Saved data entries
■ ■ ■ ■

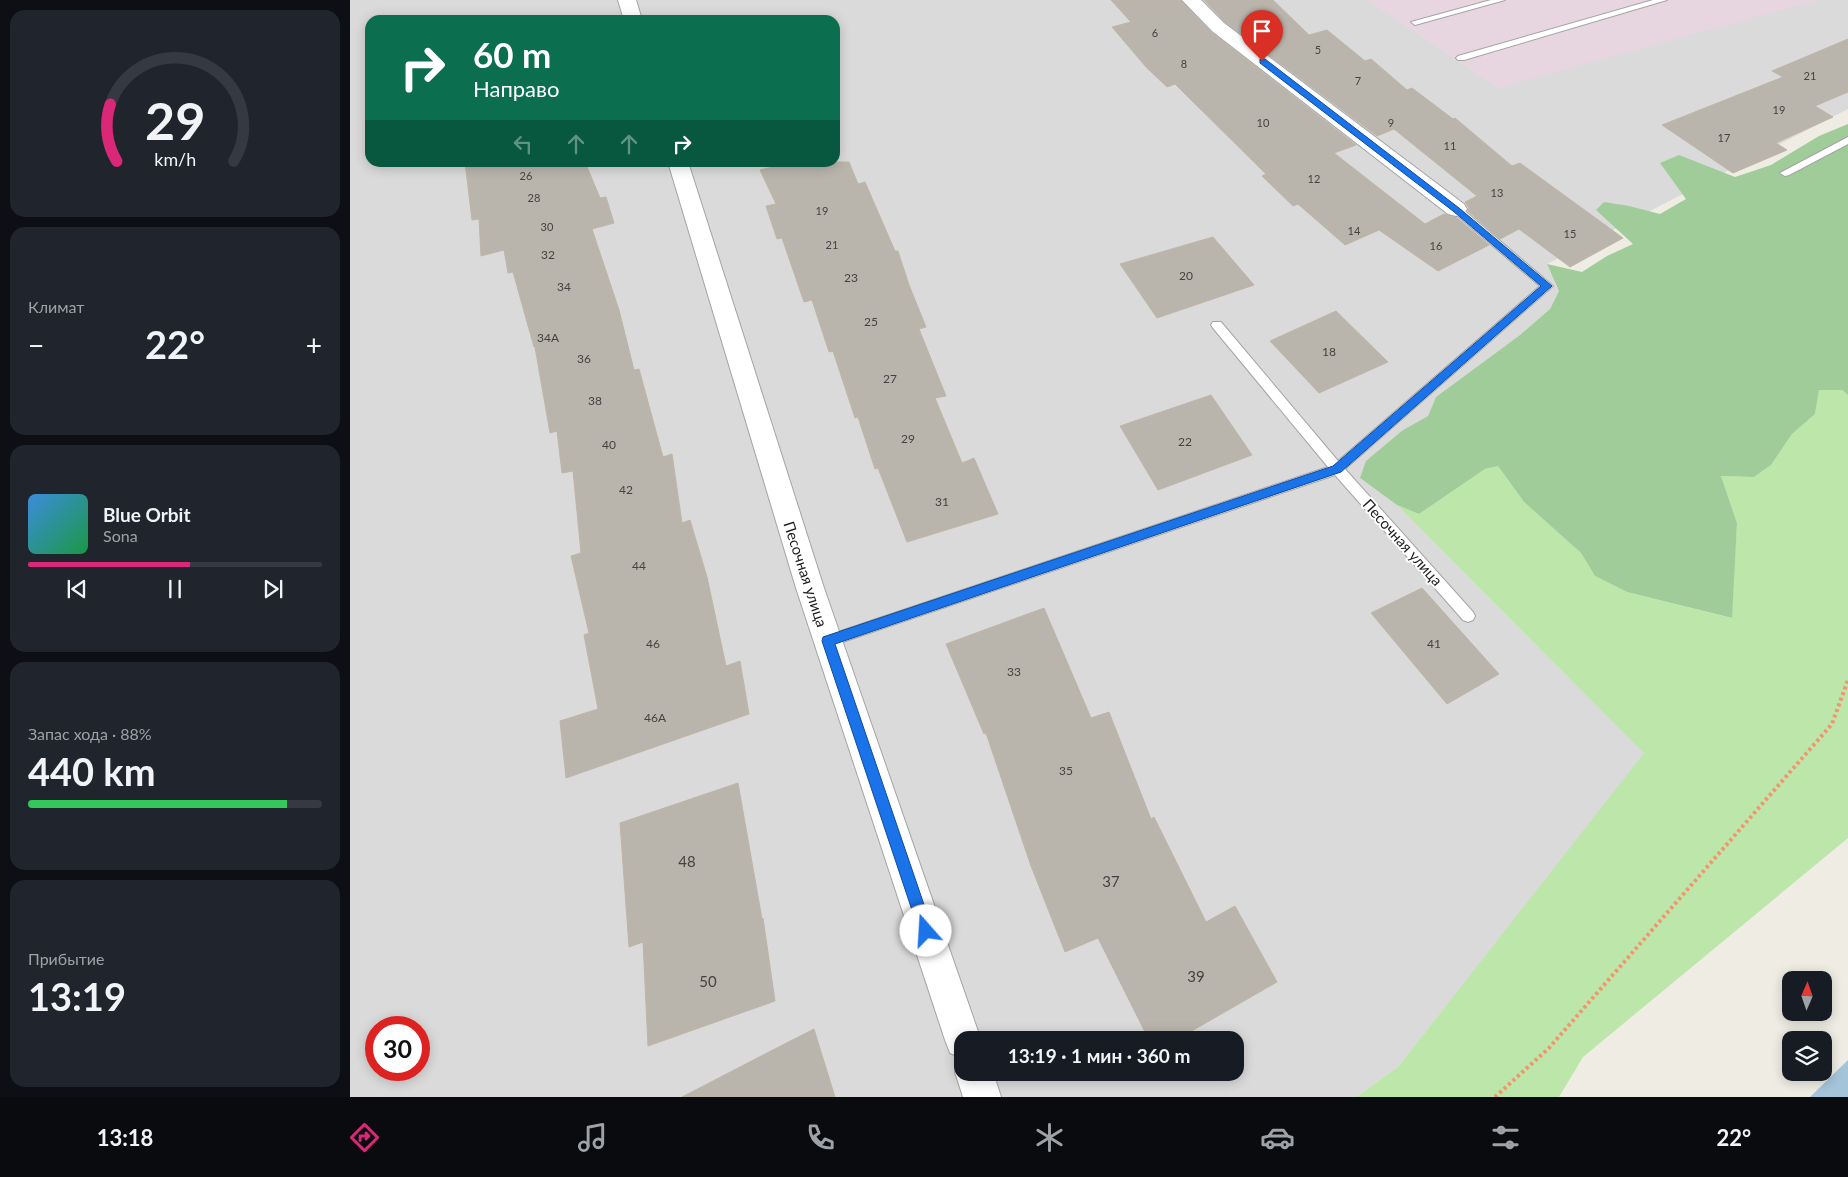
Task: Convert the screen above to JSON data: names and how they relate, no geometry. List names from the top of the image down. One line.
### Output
{"streets":{"street":["Песочная улица"]},"house_numbers":["6","5","8","21","7","19","10","9","17","11","26","12","13","28","19","30","14","15","21","16","32","20","23","34","25","34А","18","36","27","38","29","22","40","42","31","44","46","41","33","46А","35","48","37","39","50"],"north":"top","page":{"turn":["60 m","Направо"],"tile":["Климат",["Запас хода · 88%","440 km"],["Прибытие","13:19"]],"heat":["−","22°","+"],"song":["Blue Orbit","Sona"],"limit":"30","trip":"13:19 · 1 мин · 360 m","tabs":["13:18","22°"],"gauge":["29","km/h"]}}
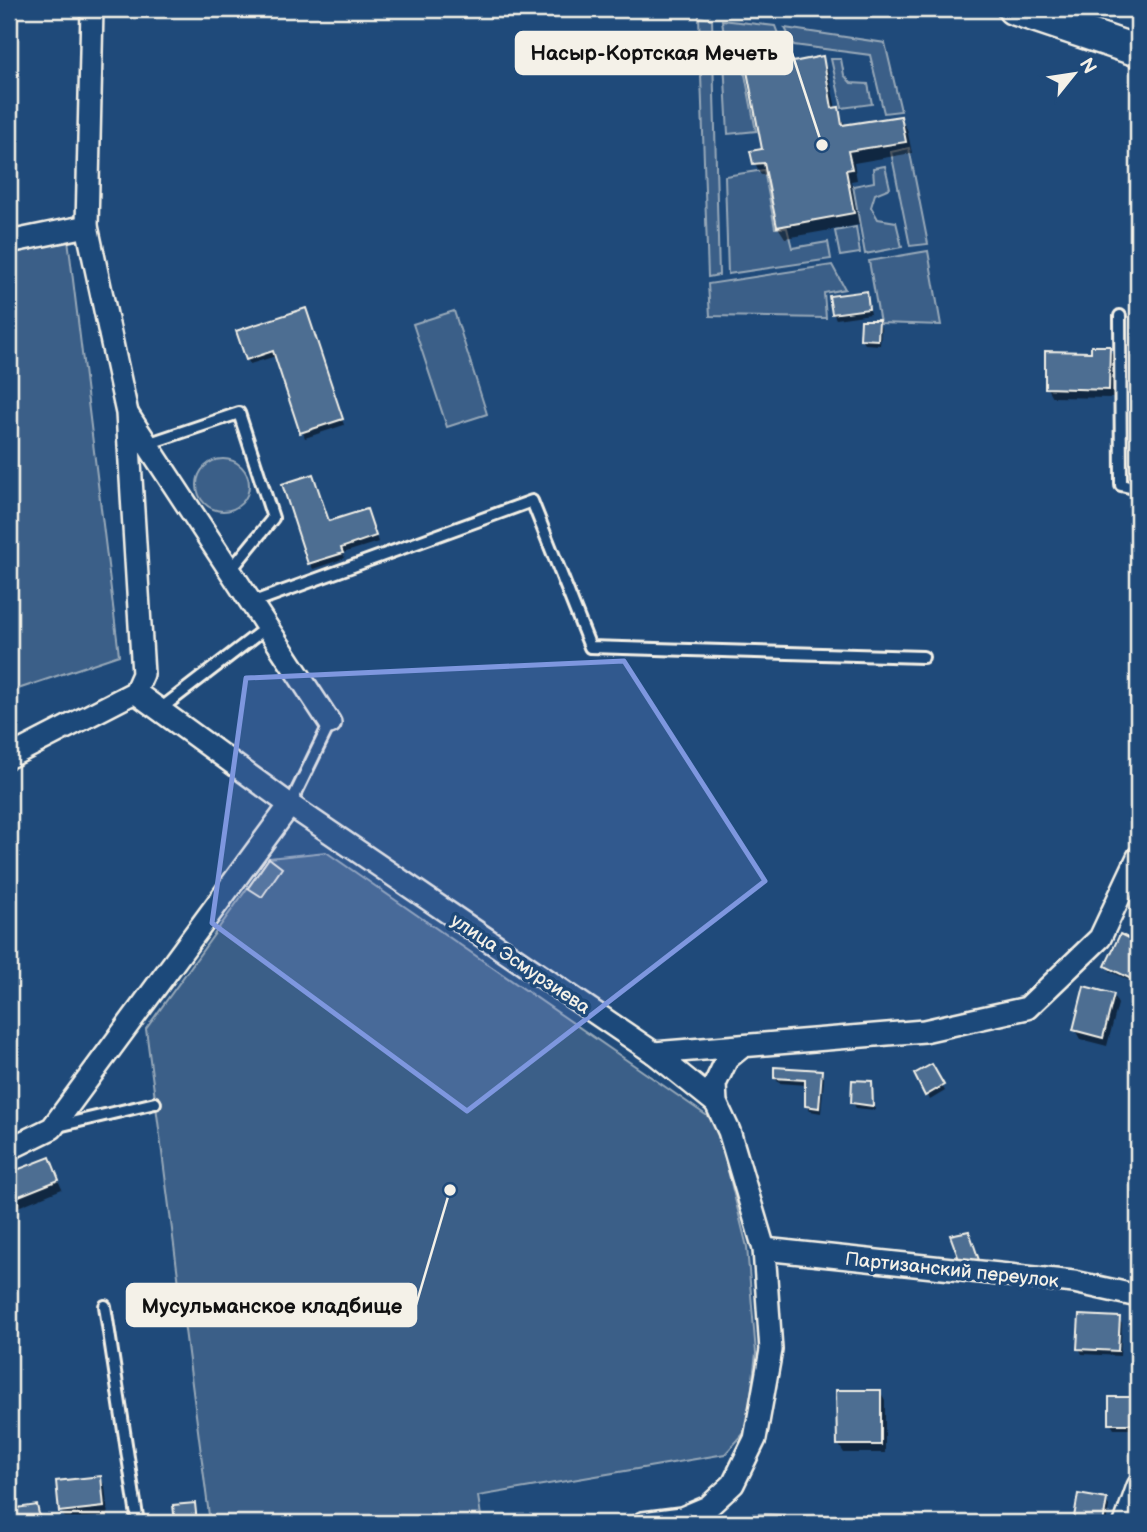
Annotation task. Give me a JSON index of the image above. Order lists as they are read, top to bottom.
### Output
{
  "streets": {
    "street": ["улица Эсмурзиева", "Партизанский переулок"]
  },
  "places": ["Насыр-Кортская Мечеть", "Мусульманское кладбище"],
  "north": "top right"
}
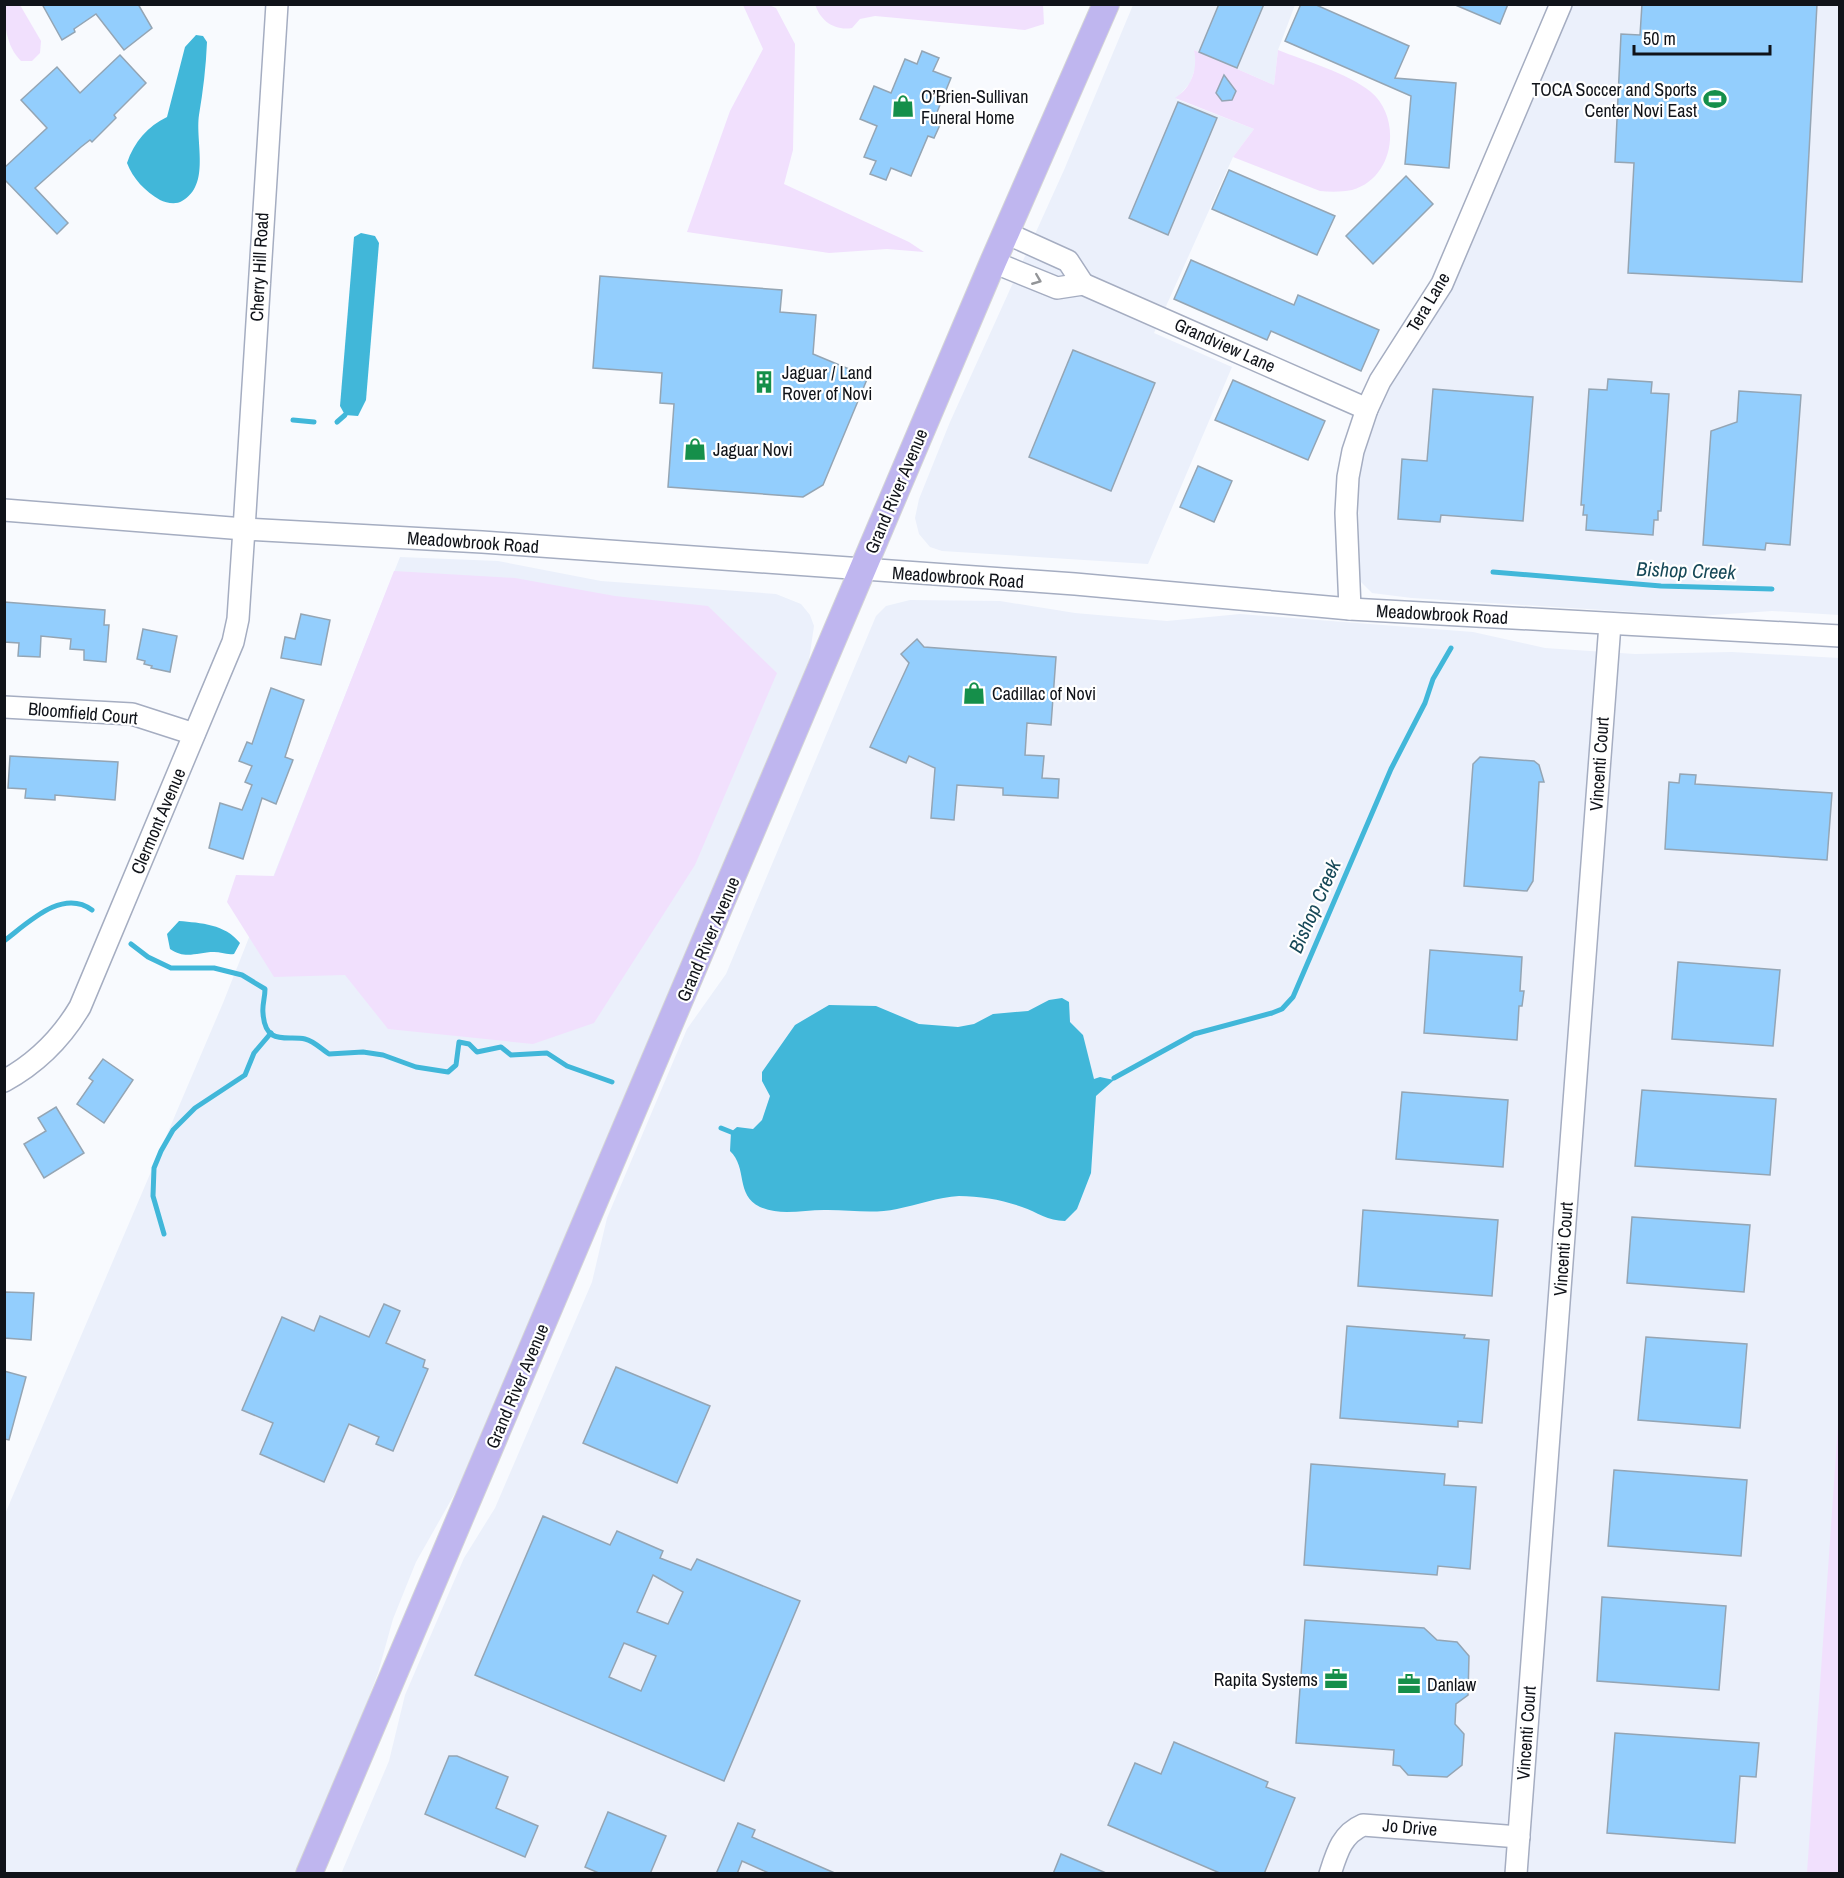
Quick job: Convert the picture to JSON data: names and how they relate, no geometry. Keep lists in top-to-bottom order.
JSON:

■ ■ ■ ■

*Exercise brief*: Respond with nothing but the number of lines in the entries that contain the string "lists".

*Result of this task*: 2